And you thought progressive talk show host Ed Schultz was the only one? It turns out that those who loudly question the Bush administration line are in for traumatic experiences — even at Bush-friendly conservative groups:
WASHINGTON, Oct. 17 – In the latest sign of the deepening split among conservatives over how far to go in challenging President Bush, Bruce Bartlett, a Republican commentator who has been increasingly critical of the White House, was dismissed on Monday as a senior fellow at the National Center for Policy Analysis, a conservative research group based in Dallas.
In a statement, the organization said the decision was made after Mr. Bartlett supplied its president, John C. Goodman, with the manuscript of his forthcoming book, “The Impostor: How George W. Bush Bankrupted America and Betrayed the Reagan Legacy.”
Mr. Bartlett, who was a domestic policy aide at the White House in the Reagan administration and a deputy assistant Treasury secretary under the first President Bush, confirmed that he had been dismissed after 10 years with the center but declined to make any further comment.

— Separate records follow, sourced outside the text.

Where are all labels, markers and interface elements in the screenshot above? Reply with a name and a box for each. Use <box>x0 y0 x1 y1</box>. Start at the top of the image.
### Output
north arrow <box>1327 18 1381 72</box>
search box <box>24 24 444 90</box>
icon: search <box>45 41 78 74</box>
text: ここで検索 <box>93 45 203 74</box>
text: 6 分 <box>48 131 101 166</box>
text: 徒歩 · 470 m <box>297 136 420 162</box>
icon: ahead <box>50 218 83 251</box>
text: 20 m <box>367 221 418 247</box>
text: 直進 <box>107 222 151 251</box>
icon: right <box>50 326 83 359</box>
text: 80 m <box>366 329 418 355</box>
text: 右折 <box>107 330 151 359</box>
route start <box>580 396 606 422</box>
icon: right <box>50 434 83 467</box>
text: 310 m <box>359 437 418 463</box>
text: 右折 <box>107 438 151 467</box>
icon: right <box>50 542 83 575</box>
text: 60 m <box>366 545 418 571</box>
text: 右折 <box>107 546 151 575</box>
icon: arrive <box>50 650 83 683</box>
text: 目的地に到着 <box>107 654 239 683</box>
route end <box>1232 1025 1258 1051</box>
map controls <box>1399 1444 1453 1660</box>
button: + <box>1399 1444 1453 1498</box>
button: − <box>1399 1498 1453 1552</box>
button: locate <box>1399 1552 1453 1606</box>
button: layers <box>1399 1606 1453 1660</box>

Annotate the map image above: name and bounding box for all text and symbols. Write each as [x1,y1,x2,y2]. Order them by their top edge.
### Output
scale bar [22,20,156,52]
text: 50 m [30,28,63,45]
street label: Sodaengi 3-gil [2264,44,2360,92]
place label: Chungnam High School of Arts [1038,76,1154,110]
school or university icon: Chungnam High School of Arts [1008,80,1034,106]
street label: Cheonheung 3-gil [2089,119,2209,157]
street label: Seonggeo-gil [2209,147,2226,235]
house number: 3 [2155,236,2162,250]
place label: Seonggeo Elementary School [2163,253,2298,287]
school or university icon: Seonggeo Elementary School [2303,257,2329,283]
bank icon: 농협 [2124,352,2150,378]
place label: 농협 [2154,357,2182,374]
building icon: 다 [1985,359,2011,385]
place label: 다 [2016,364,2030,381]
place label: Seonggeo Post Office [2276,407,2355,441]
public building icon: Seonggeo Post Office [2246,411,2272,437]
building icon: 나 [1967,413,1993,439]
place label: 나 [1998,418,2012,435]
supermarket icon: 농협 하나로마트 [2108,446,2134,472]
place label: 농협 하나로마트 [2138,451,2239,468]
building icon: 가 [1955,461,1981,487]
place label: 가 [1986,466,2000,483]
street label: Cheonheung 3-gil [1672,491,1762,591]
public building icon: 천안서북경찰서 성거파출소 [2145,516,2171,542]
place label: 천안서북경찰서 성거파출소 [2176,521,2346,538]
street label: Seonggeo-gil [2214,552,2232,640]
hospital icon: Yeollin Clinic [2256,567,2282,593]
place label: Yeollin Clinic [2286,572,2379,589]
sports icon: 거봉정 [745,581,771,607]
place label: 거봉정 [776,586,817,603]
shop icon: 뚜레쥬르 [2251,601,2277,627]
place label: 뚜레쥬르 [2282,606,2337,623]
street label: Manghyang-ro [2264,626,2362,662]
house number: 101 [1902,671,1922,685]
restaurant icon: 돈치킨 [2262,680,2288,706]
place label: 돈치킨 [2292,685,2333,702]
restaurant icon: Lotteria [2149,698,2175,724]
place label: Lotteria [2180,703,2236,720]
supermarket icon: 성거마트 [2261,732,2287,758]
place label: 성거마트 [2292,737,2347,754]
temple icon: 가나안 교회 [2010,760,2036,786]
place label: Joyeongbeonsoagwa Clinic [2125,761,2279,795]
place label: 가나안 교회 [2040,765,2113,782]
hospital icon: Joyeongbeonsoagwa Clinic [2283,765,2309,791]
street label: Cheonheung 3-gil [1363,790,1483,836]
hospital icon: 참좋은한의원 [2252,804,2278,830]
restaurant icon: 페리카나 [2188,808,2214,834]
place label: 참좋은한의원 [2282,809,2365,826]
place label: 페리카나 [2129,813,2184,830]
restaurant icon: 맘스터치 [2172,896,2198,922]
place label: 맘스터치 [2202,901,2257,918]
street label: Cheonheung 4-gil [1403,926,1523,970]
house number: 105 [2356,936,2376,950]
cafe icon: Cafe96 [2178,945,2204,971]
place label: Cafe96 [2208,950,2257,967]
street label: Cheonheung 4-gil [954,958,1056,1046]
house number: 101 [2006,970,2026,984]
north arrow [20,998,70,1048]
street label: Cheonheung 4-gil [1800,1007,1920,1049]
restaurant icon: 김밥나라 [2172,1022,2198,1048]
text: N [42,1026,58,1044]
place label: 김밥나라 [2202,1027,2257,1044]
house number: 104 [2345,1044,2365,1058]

The statement from the organization said Mr. Bartlett had negotiated a deal last year to reduce his workload to give him time to write a book about economic policy and taxation for which he had received a six-figure advance. The statement said that the manuscript he showed Mr. Goodman was “an evaluation of the motivations and competencies of politicians rather than an analysis of public policy.” The statement said the organization did not want to be associated with that kind of work.
Yep.
In response to a question about whether the administration had pressed the organization about Mr. Bartlett, Mr. Goodman relayed a reply through a spokesman saying he had never had any conversation about Mr. Bartlett with anyone in the White House.
So, let’s guess. A few folks bumped into each other at Hooters…
But, the dismissal of Mr. Bartlett comes as the White House is facing a revolt by many conservatives and the prospect of an enduring deep divide within what had been Mr. Bush’s most reliable base of grass-roots, financial and intellectual support. Up until the last few months, Mr. Bush had been reasonably successful in two political challenges: presenting himself as a conservative while also laying a claim to the political center, and holding together a conservative movement that has always been prone to internal divisions.
If you look at what happened to The Ed Schultz Show, you look at this, you look at what’s happening to those conservatives who have been opposing the Miers nomination (who find themselves, basically, being called elitists and sexists) isn’t there a pattern here? Isn’t there a time when independent-thinking people of both parties as well as independents begin to ask: “Isn’t this different than anything we’ve seen before in the way opposing viewpoints are treated? Specific issues aside, can we explicitly or tacitly support this?”